The need for a coordinated and improved response to health emergencies across Australia’s multiple jurisdictions has been flagged many times during COVID-19. So what’s stopping us?
Politics getting in the way
The short answer is politics. While the public health community has long supported the creation of an AusCDC, it has repeatedly fallen foul of state and federal politics.
NSW and Victoria have consistently held any CDC should be based in their respective states, while others have argued for Canberra.
State governments have also resisted calls for a national CDC on the basis it might “steal” their top public health experts.
The federal Department of Health, meanwhile, has reportedly flagged its discomfort with an independent, arm’s length entity.
The case for an AusCDC
Australia’s pandemic preparedness efforts throughout the early 2000s established a solid foundation for the national COVID-19 response, but successive governments dropped the ball.
Multiple recommendations to continue strengthening our preparedness efforts were ignored. Our national influenza vaccine manufacturing capacity that once guaranteed Australians priority access has been privatised.
And our national medical stockpile of personal protective equipment appears to have been subjected to budget cuts and efficiency savings to the point where there was insufficient stock when the pandemic struck.
While our politicians will no doubt point to the National Cabinet as evidence Australia managed the crisis well, its creation was a stop-gap measure invented in the middle of a crisis that ignored Australia’s existing pandemic governance arrangements.
Admittedly, an AusCDC would not fix all of these problems. But there is a reason why countries like China and Nigeria, as well as entities like the European Union, have followed the US lead in creating one.
In fact, Australia is the only OECD country without such a centralised disease control agency.
Basing a new AusCDC in the north
Building an AusCDC is only one small part of the equation. Our region is one of the most disaster-prone areas of the world. Added to that, it comprises nearly two-thirds of the world’s population, many of whom live in high-density urban environments where diseases can spread easily.
When the next crisis emerges — and it will — Australia will have an important role to play.
For these reasons, it makes little sense to locate the new AusCDC in Canberra or Sydney. It needs to be as close to Asia as possible — in Darwin.
Australia’s civil-military medical assistance teams (AusMAT) are already based there to respond rapidly to regional disasters.

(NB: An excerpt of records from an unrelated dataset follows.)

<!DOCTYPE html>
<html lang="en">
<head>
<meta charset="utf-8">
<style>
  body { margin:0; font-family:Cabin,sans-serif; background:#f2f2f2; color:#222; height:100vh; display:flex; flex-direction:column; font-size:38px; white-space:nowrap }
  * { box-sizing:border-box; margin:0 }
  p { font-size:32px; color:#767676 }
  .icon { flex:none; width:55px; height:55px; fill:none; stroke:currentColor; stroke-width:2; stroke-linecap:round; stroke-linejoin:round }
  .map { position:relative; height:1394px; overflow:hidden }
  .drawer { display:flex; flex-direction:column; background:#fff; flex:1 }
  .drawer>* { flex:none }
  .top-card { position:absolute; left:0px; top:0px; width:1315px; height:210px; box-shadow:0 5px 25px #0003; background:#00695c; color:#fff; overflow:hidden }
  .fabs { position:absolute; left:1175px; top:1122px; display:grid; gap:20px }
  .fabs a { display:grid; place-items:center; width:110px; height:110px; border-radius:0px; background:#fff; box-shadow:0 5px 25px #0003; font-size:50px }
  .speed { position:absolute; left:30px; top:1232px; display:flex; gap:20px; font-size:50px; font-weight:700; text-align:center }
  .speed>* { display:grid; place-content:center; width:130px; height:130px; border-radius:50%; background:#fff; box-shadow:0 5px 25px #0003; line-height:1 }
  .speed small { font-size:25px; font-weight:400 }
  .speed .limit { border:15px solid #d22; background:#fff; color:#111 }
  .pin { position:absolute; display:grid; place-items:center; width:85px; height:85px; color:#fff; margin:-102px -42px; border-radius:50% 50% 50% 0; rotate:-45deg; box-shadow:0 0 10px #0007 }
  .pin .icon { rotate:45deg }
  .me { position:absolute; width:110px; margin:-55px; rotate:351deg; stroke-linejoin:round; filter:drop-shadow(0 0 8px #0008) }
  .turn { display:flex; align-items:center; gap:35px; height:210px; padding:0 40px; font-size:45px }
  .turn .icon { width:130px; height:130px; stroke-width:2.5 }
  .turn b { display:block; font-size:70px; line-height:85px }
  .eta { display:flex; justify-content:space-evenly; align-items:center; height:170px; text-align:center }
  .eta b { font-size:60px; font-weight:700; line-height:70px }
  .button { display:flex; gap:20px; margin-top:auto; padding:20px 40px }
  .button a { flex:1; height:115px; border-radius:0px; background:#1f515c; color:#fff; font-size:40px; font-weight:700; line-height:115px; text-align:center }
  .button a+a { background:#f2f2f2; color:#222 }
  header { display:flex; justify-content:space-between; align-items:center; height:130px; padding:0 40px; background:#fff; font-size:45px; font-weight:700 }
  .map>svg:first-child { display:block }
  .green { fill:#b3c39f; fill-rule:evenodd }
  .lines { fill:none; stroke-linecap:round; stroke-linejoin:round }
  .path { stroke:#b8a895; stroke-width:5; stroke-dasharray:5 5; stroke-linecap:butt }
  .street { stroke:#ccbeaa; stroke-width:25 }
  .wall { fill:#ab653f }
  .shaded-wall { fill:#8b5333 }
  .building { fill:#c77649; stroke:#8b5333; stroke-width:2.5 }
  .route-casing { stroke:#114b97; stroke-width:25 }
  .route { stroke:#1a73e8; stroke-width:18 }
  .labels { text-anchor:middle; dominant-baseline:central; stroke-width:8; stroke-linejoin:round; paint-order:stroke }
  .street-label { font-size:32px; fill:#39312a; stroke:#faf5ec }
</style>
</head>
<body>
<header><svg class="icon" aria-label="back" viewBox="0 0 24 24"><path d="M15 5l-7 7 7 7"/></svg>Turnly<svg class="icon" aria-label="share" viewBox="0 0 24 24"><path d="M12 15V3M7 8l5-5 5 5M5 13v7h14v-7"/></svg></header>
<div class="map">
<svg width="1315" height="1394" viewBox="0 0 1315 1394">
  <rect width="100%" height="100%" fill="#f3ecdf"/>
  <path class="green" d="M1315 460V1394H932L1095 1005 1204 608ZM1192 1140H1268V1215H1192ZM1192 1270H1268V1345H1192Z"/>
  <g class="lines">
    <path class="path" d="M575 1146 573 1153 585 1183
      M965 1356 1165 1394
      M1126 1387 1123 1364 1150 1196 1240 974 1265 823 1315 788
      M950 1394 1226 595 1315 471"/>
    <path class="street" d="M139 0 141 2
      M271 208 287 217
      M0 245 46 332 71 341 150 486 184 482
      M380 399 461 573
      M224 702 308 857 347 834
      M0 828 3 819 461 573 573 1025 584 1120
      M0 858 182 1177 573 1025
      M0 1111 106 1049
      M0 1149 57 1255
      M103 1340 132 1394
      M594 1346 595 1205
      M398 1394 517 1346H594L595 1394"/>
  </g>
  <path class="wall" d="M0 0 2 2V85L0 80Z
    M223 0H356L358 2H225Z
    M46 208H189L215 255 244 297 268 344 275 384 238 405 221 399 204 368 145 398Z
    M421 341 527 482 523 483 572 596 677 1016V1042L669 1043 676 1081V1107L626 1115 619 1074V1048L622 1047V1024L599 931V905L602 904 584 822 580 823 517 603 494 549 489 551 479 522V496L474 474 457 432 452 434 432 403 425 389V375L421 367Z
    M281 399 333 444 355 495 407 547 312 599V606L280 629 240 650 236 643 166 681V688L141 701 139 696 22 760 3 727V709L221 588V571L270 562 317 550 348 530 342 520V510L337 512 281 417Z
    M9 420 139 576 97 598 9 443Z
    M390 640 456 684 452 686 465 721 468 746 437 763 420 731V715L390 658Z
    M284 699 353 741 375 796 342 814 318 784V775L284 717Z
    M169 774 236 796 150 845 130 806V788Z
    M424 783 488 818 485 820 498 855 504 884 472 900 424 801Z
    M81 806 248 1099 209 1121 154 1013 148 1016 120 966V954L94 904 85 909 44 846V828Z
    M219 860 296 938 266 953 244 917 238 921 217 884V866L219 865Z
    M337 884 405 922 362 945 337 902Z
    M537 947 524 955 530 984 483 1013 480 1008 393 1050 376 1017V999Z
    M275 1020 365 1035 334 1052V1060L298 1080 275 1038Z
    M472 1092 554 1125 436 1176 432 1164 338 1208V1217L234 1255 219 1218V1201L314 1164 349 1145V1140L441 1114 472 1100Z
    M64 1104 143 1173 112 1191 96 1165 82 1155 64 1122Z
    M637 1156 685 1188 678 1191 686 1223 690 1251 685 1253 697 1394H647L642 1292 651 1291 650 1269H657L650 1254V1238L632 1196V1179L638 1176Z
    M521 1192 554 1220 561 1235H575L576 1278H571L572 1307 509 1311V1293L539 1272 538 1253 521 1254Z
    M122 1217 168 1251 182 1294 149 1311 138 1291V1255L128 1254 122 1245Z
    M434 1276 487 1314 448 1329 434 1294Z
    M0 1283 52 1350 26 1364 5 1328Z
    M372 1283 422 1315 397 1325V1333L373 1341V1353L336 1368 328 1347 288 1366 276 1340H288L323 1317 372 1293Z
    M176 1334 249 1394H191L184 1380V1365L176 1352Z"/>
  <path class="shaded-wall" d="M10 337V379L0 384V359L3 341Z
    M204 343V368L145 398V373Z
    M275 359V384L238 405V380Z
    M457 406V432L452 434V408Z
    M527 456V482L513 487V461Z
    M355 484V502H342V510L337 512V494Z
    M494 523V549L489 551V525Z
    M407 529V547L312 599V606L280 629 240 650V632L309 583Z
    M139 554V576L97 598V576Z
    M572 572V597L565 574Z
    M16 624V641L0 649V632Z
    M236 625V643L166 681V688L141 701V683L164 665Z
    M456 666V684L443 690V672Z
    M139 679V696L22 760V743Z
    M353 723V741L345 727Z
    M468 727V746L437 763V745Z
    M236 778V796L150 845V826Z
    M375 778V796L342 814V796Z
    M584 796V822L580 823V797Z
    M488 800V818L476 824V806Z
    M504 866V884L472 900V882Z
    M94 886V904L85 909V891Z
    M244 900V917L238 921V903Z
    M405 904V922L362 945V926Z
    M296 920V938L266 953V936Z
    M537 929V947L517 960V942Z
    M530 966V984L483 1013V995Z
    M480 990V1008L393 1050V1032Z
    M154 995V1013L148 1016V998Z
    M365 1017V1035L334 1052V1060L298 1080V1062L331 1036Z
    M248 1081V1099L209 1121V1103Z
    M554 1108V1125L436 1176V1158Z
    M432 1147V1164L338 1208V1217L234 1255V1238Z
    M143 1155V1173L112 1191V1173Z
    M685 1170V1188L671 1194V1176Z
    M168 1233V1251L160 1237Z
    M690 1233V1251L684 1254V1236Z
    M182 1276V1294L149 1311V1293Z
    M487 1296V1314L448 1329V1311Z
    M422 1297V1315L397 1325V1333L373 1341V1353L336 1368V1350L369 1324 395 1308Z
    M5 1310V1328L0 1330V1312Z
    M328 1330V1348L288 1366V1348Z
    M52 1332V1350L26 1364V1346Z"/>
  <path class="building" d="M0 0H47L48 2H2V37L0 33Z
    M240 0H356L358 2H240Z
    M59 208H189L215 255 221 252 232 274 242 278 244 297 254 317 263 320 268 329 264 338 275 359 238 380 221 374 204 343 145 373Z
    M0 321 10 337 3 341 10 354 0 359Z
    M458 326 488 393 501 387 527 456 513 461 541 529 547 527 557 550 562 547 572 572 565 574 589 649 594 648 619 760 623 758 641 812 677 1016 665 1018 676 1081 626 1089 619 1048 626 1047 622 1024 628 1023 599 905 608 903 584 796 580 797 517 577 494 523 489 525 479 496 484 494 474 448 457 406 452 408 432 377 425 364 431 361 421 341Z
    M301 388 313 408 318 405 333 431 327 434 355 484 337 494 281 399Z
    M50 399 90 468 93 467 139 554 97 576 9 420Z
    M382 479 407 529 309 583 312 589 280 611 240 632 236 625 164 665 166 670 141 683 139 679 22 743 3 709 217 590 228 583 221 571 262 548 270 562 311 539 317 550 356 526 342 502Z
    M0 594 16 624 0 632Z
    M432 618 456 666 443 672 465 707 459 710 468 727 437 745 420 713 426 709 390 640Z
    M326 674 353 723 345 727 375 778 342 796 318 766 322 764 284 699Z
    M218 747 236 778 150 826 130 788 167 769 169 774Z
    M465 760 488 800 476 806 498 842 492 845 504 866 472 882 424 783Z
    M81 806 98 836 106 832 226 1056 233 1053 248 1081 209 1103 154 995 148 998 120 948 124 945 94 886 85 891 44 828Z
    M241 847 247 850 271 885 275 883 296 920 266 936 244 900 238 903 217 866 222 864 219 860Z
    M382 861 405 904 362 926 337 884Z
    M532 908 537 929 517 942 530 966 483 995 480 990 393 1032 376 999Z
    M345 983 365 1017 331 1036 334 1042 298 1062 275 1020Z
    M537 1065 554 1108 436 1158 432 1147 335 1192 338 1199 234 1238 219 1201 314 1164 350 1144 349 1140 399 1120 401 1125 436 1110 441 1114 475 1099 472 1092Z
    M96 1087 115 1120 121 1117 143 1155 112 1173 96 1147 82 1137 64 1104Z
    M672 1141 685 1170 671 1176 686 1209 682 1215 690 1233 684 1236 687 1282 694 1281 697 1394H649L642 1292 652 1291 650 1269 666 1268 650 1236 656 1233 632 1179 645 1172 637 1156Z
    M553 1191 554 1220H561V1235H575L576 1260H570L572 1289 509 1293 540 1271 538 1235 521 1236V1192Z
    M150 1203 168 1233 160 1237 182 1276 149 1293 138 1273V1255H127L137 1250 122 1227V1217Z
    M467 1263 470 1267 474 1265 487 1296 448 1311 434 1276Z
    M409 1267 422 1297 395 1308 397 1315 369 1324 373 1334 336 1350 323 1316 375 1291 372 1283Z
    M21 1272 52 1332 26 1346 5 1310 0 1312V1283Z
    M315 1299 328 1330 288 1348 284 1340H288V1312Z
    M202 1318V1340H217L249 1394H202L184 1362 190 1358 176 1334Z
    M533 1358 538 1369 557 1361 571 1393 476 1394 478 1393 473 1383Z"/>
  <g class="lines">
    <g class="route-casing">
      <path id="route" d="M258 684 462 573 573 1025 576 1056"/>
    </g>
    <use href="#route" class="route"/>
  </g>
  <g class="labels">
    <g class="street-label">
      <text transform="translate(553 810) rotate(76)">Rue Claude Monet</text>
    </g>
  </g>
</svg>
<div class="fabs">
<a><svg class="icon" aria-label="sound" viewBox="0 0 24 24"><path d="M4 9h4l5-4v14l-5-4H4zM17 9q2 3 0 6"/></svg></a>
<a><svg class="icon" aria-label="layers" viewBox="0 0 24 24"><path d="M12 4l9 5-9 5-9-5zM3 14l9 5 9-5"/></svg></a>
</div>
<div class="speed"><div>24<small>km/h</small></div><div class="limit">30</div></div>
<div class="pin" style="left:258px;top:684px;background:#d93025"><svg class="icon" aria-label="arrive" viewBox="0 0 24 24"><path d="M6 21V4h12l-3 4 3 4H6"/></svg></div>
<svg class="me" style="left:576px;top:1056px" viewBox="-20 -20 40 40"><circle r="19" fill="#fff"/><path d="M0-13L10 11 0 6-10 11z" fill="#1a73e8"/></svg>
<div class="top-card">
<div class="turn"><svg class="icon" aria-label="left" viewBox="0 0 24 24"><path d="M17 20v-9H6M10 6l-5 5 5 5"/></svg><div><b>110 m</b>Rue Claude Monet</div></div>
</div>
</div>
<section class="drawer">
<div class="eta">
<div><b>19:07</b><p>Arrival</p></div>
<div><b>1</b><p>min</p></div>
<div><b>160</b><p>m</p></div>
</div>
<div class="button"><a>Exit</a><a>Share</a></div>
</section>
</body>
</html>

Locating a new AusCDC in Darwin would address one of the Coalition’s long-standing priorities of developing Australia’s north, guaranteeing the creation of new jobs and infrastructure.
If built on the AusMAT foundations, it would complement the Australian Defence Force’s efforts to help regional neighbours to meet common threats, such as malaria, dengue, even Zika.
This would provide new opportunities for civil and military cooperation in health, and counter China’s growing influence through its military medical diplomacy activities across the region.
We could be doing more
An AusCDC would allow us to add another component — a new Australian Public Health Corps (AHPC), a uniformed service of epidemiologists, nurses, pharmacists, physicians and even engineers that could be deployed at a moment’s notice to respond to disasters or health emergencies.
This workforce would be based on the US Public Health Service Commissioned Corps (USPHSCC), which has responded to disasters such as Ebola outbreaks in Africa, Hurricane Katrina in Louisiana and the 2010 earthquake in Haiti. It also provides healthcare services to Native Americans living on remote reservations.
The same concept could work with an Australian Public Health Corps, staffed partially by highly skilled Indigenous health care professionals, who could provide health care services to rural and remote communities.
This would not only aid our Closing the Gap efforts, but also provide Indigenous healthcare workers with new employment opportunities similar to the Indigenous Rangers programme that has proven so successful.
We must look to the future and ensure we are better prepared for the next pandemic or regional health emergency. The time for the creation of an Australian Centre for Disease Control is well past due.